The Howler has developed the lovely habit of taking my stuff. It started out funny:  a pair of shoes, a brand-new pair of jeans... we've now progressed to my walking around like a crazy person.

"STOP DESTROYING MY PENCILS!"

"YOU OWE ME $1 TO REPLACE THE 400 PAPERCLIPS YOU'VE TAKEN!"

and my personal favorite:

"I WANT MY SCISSORS BACK!"

A few years ago, I went batshit crazy looking for left-handed scissors. When I finally found where in they hide them, I about died from the sticker shock. They were more expensive than the pinking shears I needed 4 years ago (and them suckers wasn't cheap neither!) Does the child use them? Oh hell no.

The child, who is obviously getting more and more like her brother, actually told me tonight that she can't use the left-handed scissors anyway. So I'm all "WHAT?!" and she said, "Yeah, they don't work right for me either." (Used as right-handed scissors, they just kinda cut, kinda gently tear the paper in an annoying uncontrolled way. GRRRRRR, I say!)

I asked her if she tried using them with her left hand...she admitted, that, why, no, she didn't.

I asked her if she knew she was left handed.

She actually looked surprised to hear it.

Can you guess what that popping noise was?

Wednesday, April 16, 2014

Monkey Wrench

The Howler decided to sign up for afterschool intermural volleyball. On the very first day, she wrenched her neck. Apparently, her head zigged when her body zagged.

She calls me at work, 15 minutes before her Grandpa will be there to pick her up. Ugh. While I can here the pain in her voice, I also know my girl is a Drama Queen, so I have to quantify the Drama of it before I'll agree to leave work. Finally, I have no choice but to ask her, "do you neeeeeed ME to come?" Her final answer was, "Yes, I want you, Mom."

THAT doesn't happen often enough for me to be bored with it, so I scramble and call...and Grandpa has already left. I instruct the Gator to call him and tell him to wait there for me. I get there, and hot damn! The Howler really did pull something badly enough that she is in legit pain.

On the way home, while fully stopped at a red light, the Howler squeals in pain...and then tells me to "don't hit the brakes so hard." I tell her we are fully stopped, and that I AM TOO being careful with my driving!

I get her home and tell her that she has NO CHOICE but to do EXACTLY as I say. If it hurts as bad as all that, she will, for the first--and probably only--time in her life do what I say, when I say, how I say.

Miracles happen:  she actually does what I say, when I say, how I say. And then she tells me I'm right. (Which is why I'm documenting this here.) I manage to get her to giggle about "Duh de Mayo" and other G rated rants about general things.

Later in the evening, I tell her more what to do. And again, a short time later I get the payoff:  I am right. Twice in one day, she tells me I'm right.

I think she was high from the Tylenol.

Dos de Mayo

Have I told you lately how very much I hate the Middle School? I hated it when I went there? And how very much I hated it when the Toad went there? So I have 3x times the hate for the place right now.

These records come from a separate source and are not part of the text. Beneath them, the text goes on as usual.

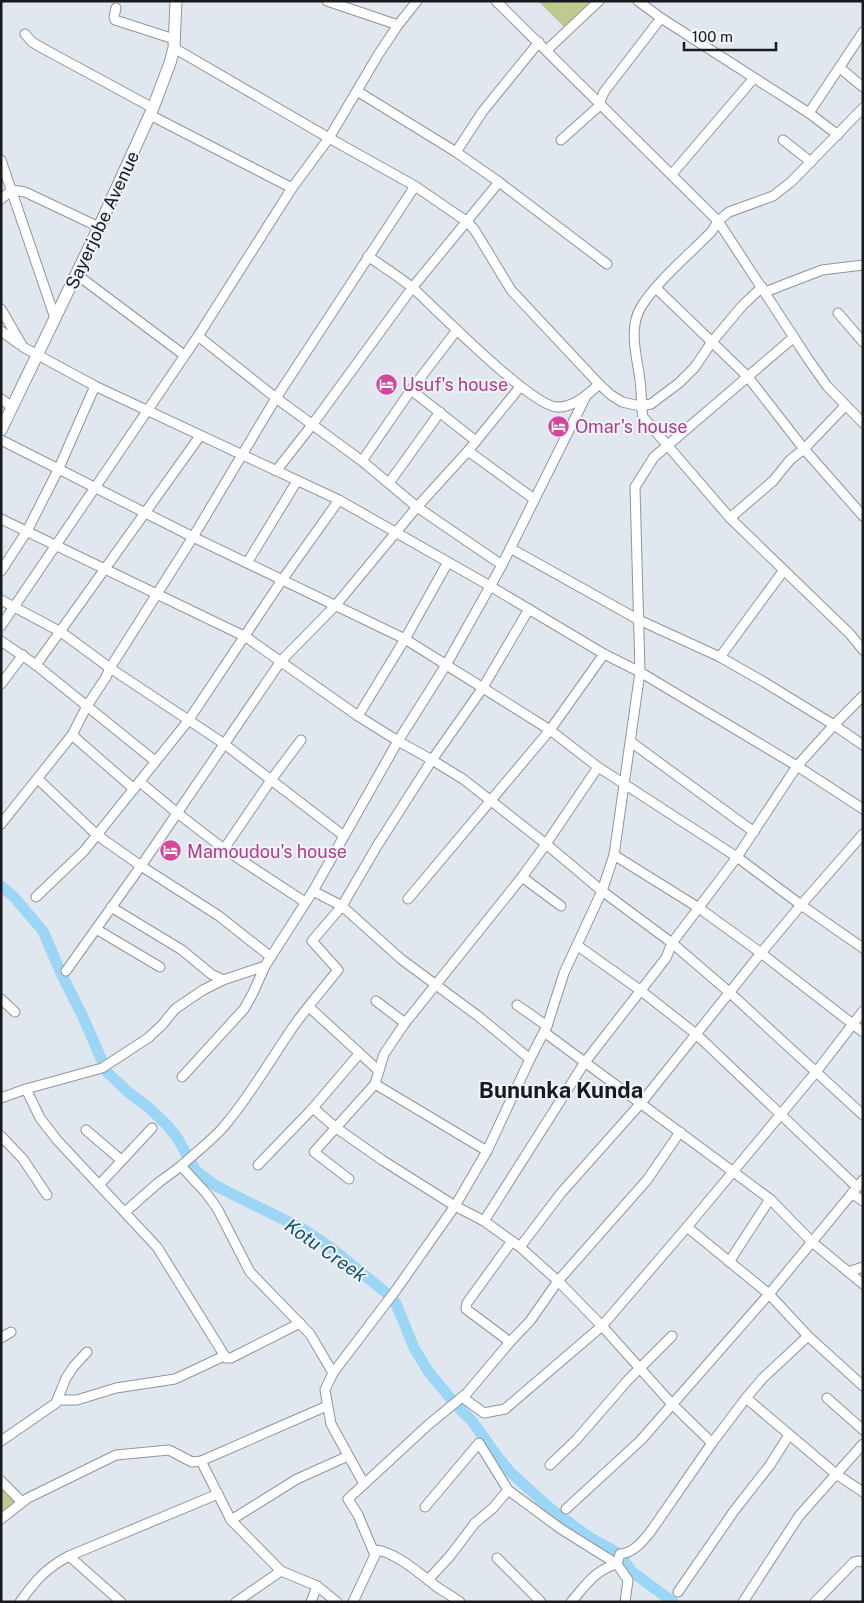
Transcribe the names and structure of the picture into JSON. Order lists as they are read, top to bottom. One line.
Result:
{"streets":{"main road":["Sayerjobe Avenue"]},"districts":["Bununka Kunda"],"water":["Kotu Creek"],"places":{"hotel":["Usuf's house","Omar's house","Mamoudou's house"]},"scale_bar":"100 m"}
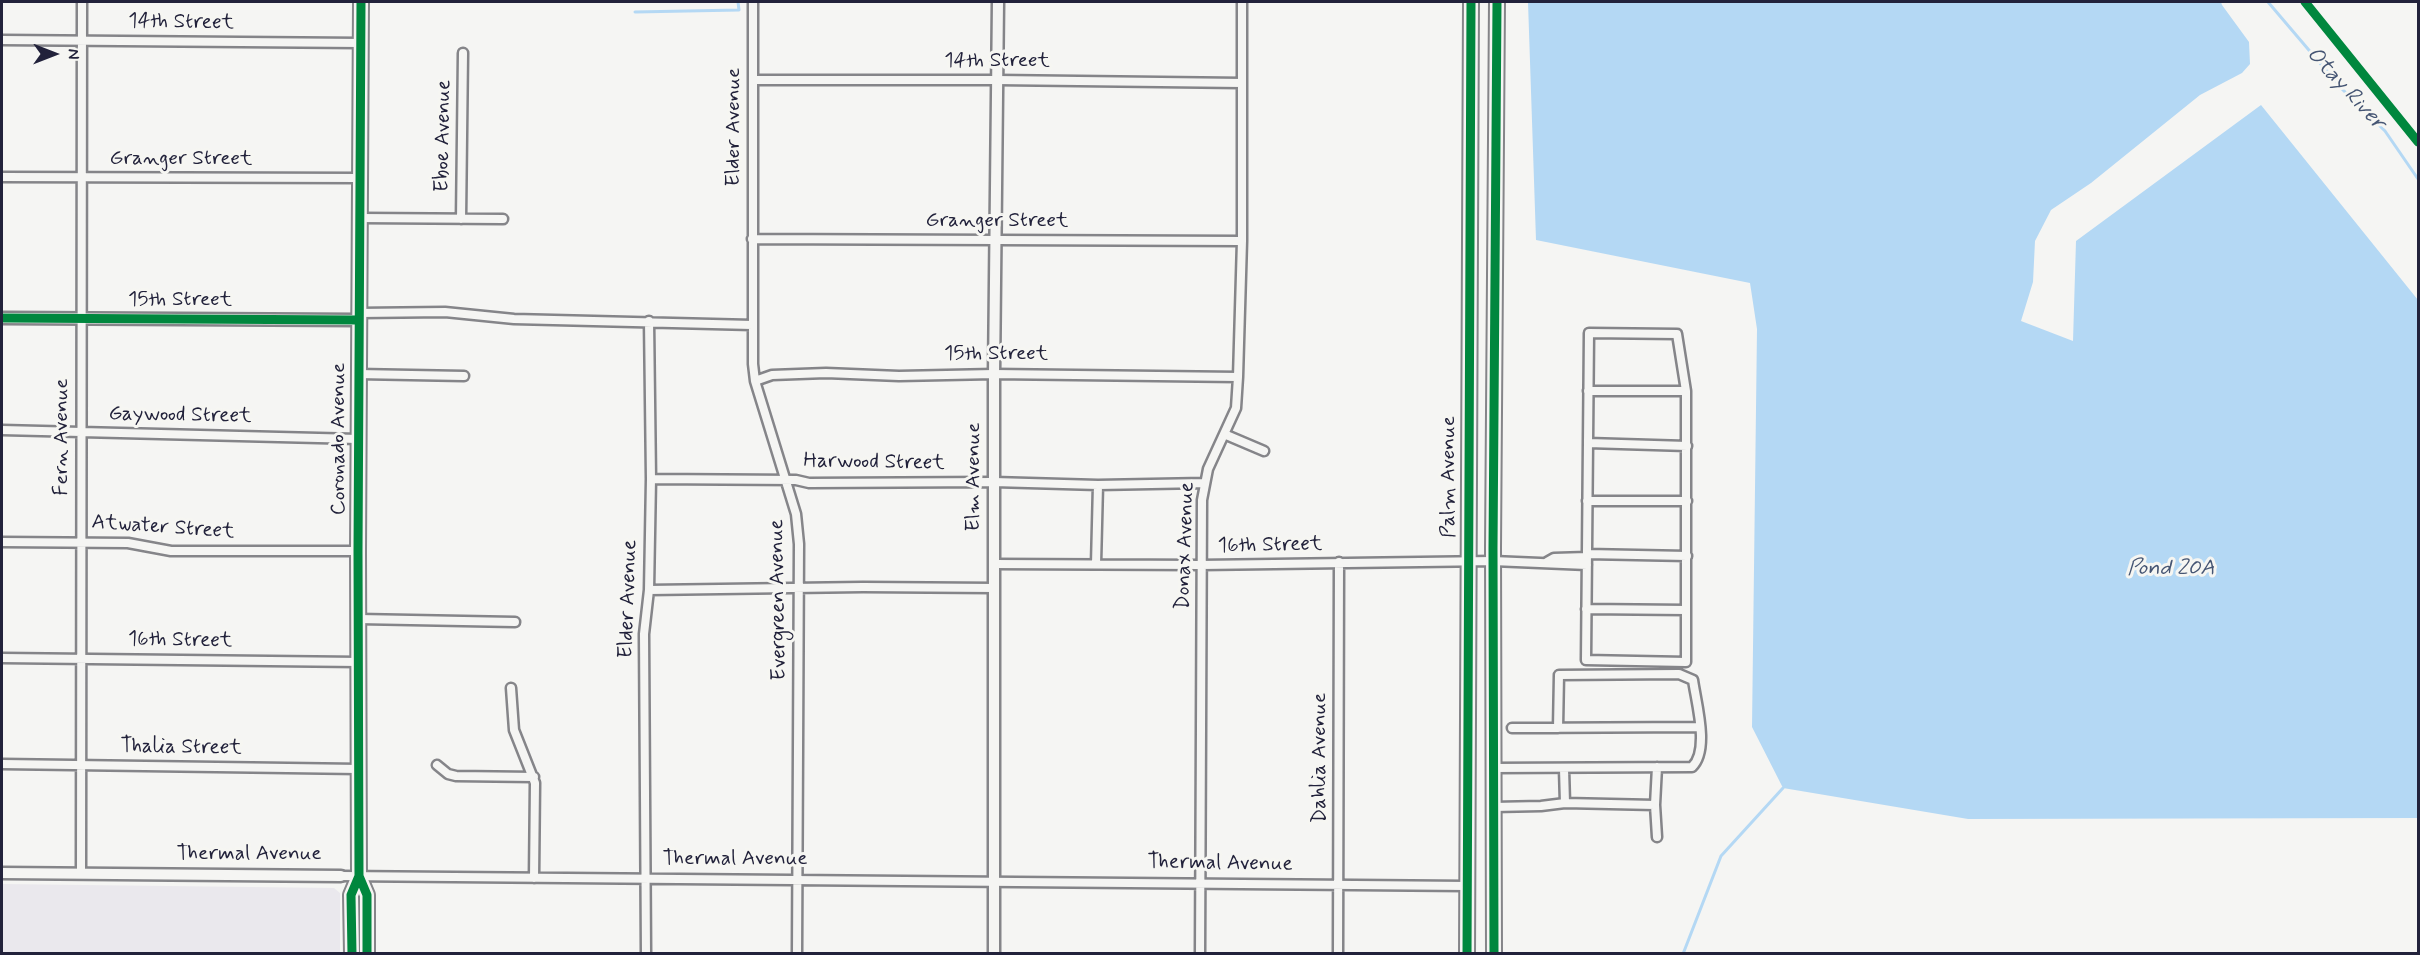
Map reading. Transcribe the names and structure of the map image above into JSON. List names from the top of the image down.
{
  "streets": {
    "main road": ["Coronado Avenue", "Palm Avenue"],
    "street": [
      "14th Street",
      "Elder Avenue",
      "Eboe Avenue",
      "Granger Street",
      "15th Street",
      "Gaywood Street",
      "Fern Avenue",
      "Harwood Street",
      "Elm Avenue",
      "Atwater Street",
      "Donax Avenue",
      "16th Street",
      "Evergreen Avenue",
      "Thalia Street",
      "Dahlia Avenue",
      "Thermal Avenue"
    ]
  },
  "crossings": [
    ["14th Street", "Elder Avenue"],
    ["14th Street", "Fern Avenue"],
    ["14th Street", "Coronado Avenue"],
    ["14th Street", "Elm Avenue"],
    ["14th Street", "Donax Avenue"],
    ["Elder Avenue", "Granger Street"],
    ["Elder Avenue", "15th Street"],
    ["Elder Avenue", "Harwood Street"],
    ["Elder Avenue", "Evergreen Avenue"],
    ["Elder Avenue", "Thermal Avenue"],
    ["Granger Street", "Fern Avenue"],
    ["Granger Street", "Coronado Avenue"],
    ["Granger Street", "Elm Avenue"],
    ["Granger Street", "Donax Avenue"],
    ["15th Street", "Fern Avenue"],
    ["15th Street", "Coronado Avenue"],
    ["15th Street", "Elm Avenue"],
    ["15th Street", "Donax Avenue"],
    ["15th Street", "Evergreen Avenue"],
    ["Gaywood Street", "Fern Avenue"],
    ["Gaywood Street", "Coronado Avenue"],
    ["Fern Avenue", "Atwater Street"],
    ["Fern Avenue", "16th Street"],
    ["Fern Avenue", "Thalia Street"],
    ["Fern Avenue", "Thermal Avenue"],
    ["Coronado Avenue", "Atwater Street"],
    ["Coronado Avenue", "16th Street"],
    ["Coronado Avenue", "Thalia Street"],
    ["Coronado Avenue", "Thermal Avenue"],
    ["Harwood Street", "Elm Avenue"],
    ["Harwood Street", "Donax Avenue"],
    ["Harwood Street", "Evergreen Avenue"],
    ["Elm Avenue", "16th Street"],
    ["Elm Avenue", "Thermal Avenue"],
    ["Palm Avenue", "16th Street"],
    ["Palm Avenue", "Thermal Avenue"],
    ["Donax Avenue", "16th Street"],
    ["Donax Avenue", "Thermal Avenue"],
    ["16th Street", "Dahlia Avenue"],
    ["Evergreen Avenue", "Thermal Avenue"],
    ["Dahlia Avenue", "Thermal Avenue"]
  ],
  "water": ["Otay River", "Pond 20A"],
  "north": "right"
}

Honestly, I'm not overly impressed with the teachers. At least not the Howler's teachers. The coolest one (and the only one I think I'd actually want to know) is her math teacher. He puts off a hippie vibe...just kinda laid back, even while taking the whole teaching math thing seriously. The Howler likes him a lot. He doesn't wear shoes when he's teaching. Or so the Howler sez. He also doesn't mind her going shoeless in his room either. He impresses her with his acknowledgement of her hatred of shoes. Good for him.

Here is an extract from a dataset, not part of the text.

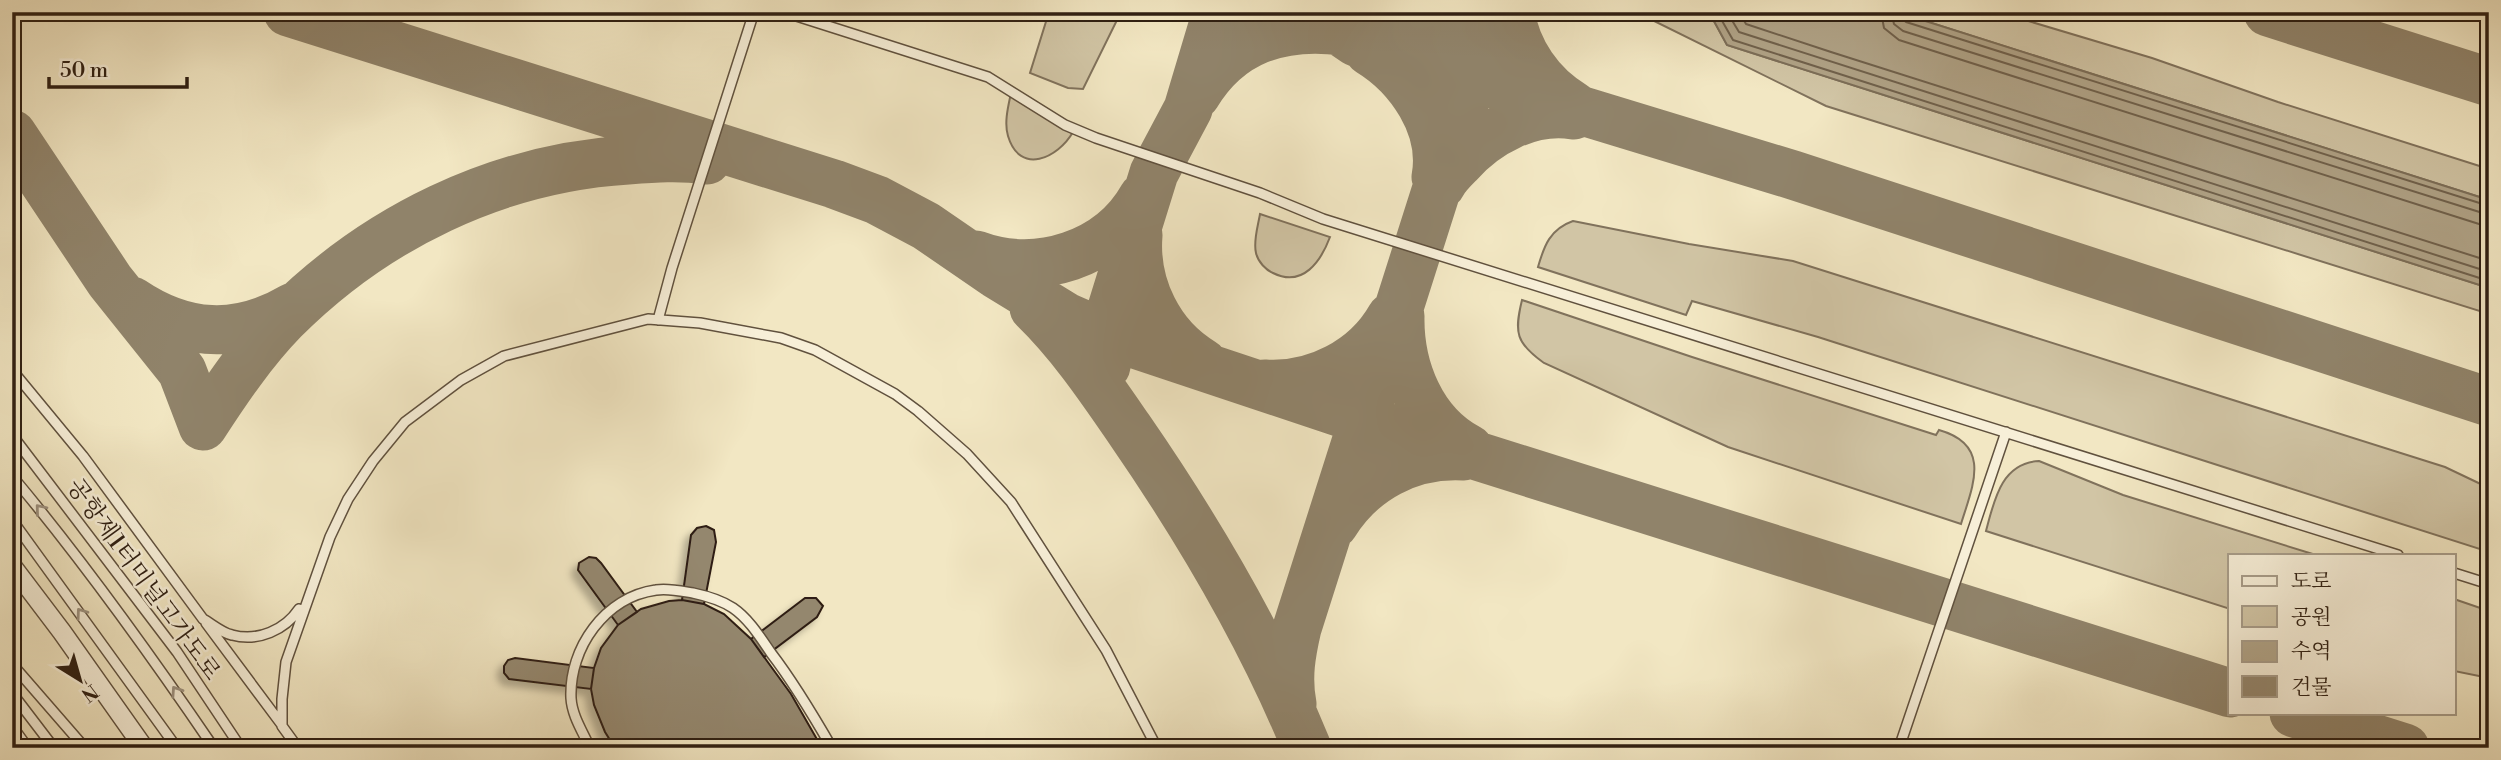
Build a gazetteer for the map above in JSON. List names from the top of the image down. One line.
{"streets":{"lane":["공항제1터미널고가도로"]},"legend":["도로","공원","수역","건물"],"scale_bar":"50 m","north":"bottom right"}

The other teachers? Yeah, I don't like 'em so much. Other than her reading teacher, I don't think these people fully understand that they are teaching 11-12-13 year olds, with all their individual insanities added to the collective age related insanities.

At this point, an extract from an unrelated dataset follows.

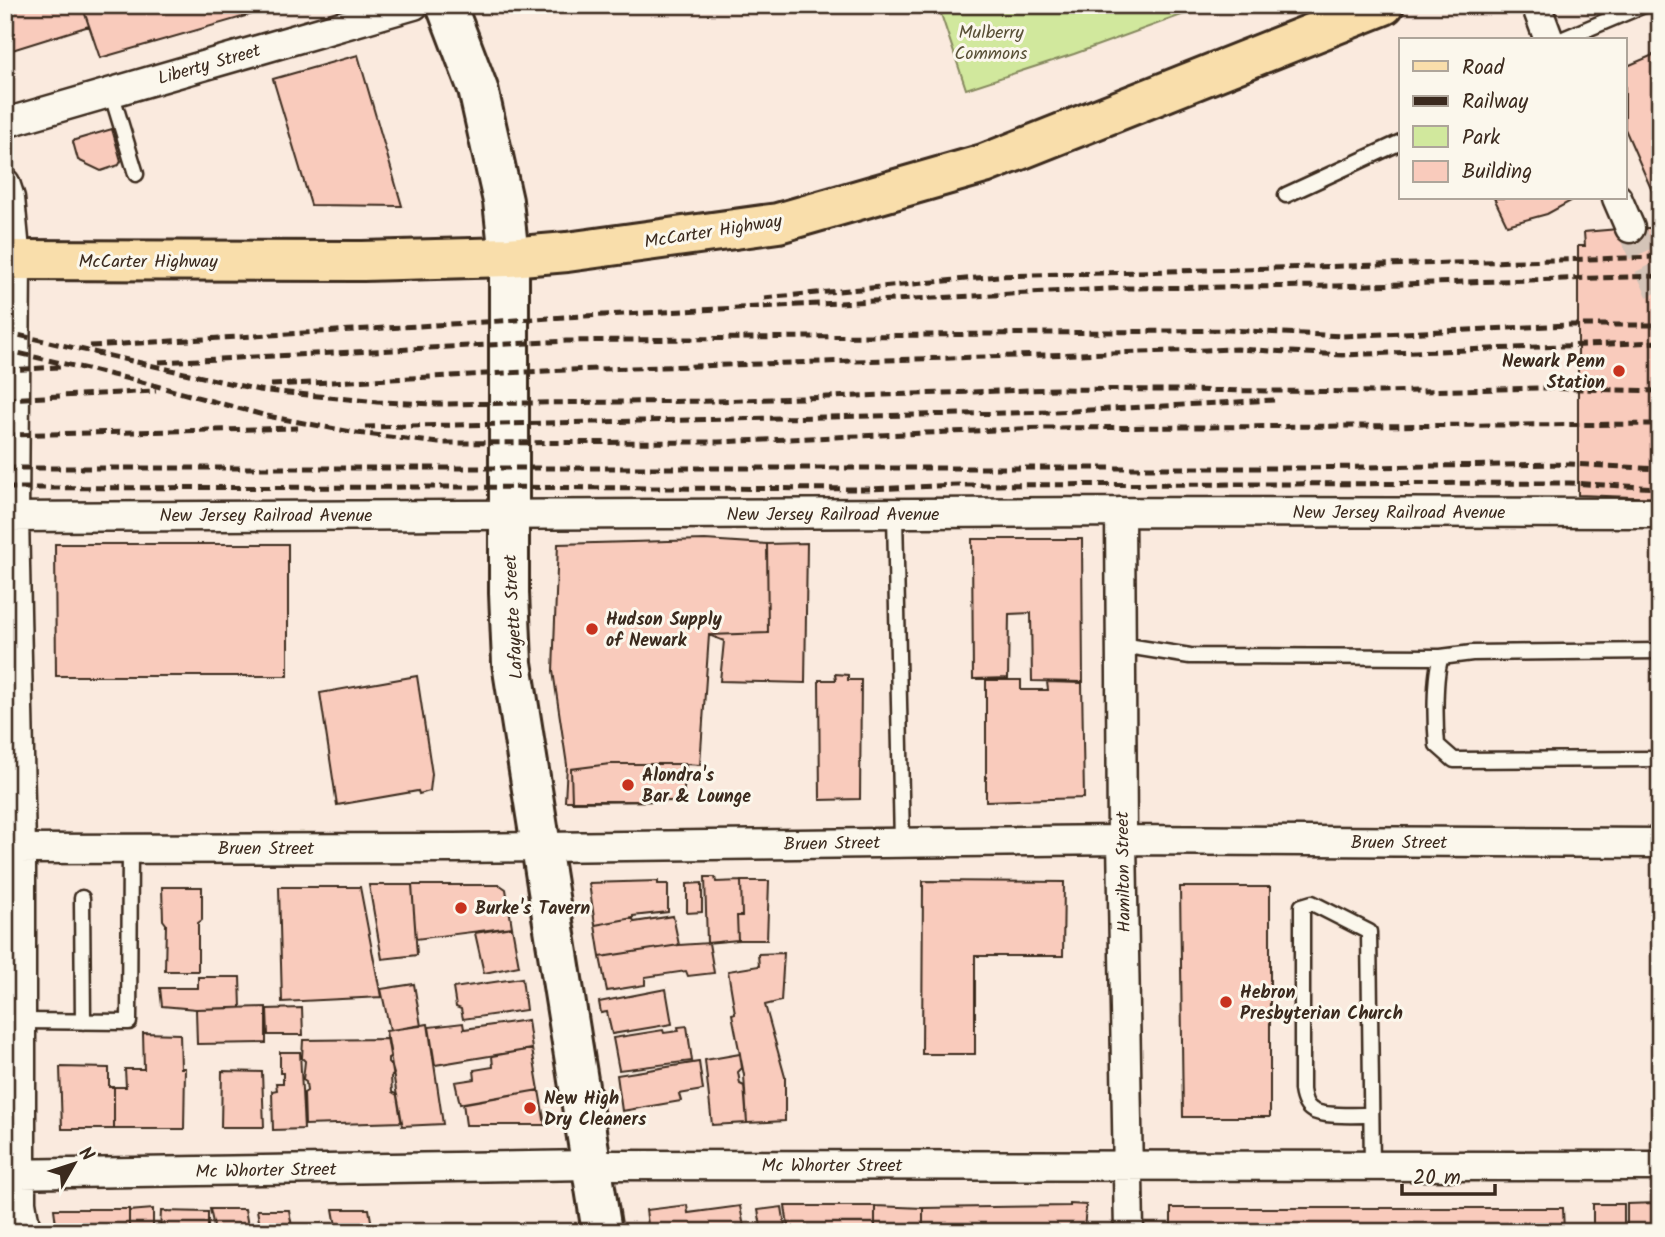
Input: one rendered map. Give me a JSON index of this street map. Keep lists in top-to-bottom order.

I won't start about the music/chorus/band teachers. That's a whole rant that I avoid, because while it's valid, it also makes me sound too much like my mother.

But this isn't about the teachers themselves. This is about the notice that the students will be celebrating Cinco de Mayo, since they're studying Mexico right now. Cinco de Mayo is on a Monday this year. The Howler et al will be celebrating it on the Friday before.

That's right: They're celebrating Dos de Mayo (although I've been saying "deux" because if said properly, it sounds very much like a "duh". She giggles. Worth it!) The Howler refused to let me near the paper I was to sign in agreement to present some form of Mexican foodstuffs or wrapped candy for someone else to stuff into a piƱata or three until I promised not to write a note about the teachers totally missing the point of Cinco de Mayo.

Don't worry. I promised. I was a good Mom.

And the Howler was a good Howler, and notified her Social Studies teacher of what I had said.

Sunday, June 2, 2013

A Mother's Day Story

This year, for Mother's Day, no one wished me a Happy Mother's Day all day. Even with prompting, the Howler stubbornly refused to acknowledge me as her mother (in her defense, I don't think she knows the "MF" word.)

I had to work that afternoon, and when I had been home from work for about an hour, the Howler finds me in the smoking lounge, reading. She begins to blather on about something--don't ask me what, I wasn't listening--and then she goes silent.

I look up from my reading to find her grinning at me.

She says, "Happy Mother's Day" and holds out a $1 bill.

I look at the bill; I look at her. I look back at the bill. I ask, "You couldn't even scratch 'happy mother's day' onto a piece of paper to wrap that in?"

She wiggles the bill at me a bit and snaps, "Do you want the money or not?"

I took the money.

Happy Mother's Day to me.

Tuesday, May 14, 2013

Mouths of Babes

Saturday, May 11, 2013, was the 5th grade trip. What that means is the Howler is ending her elementary school days, and this fall will be at the middle school. I'm saving my ACK moment for later. I can't afford it right now.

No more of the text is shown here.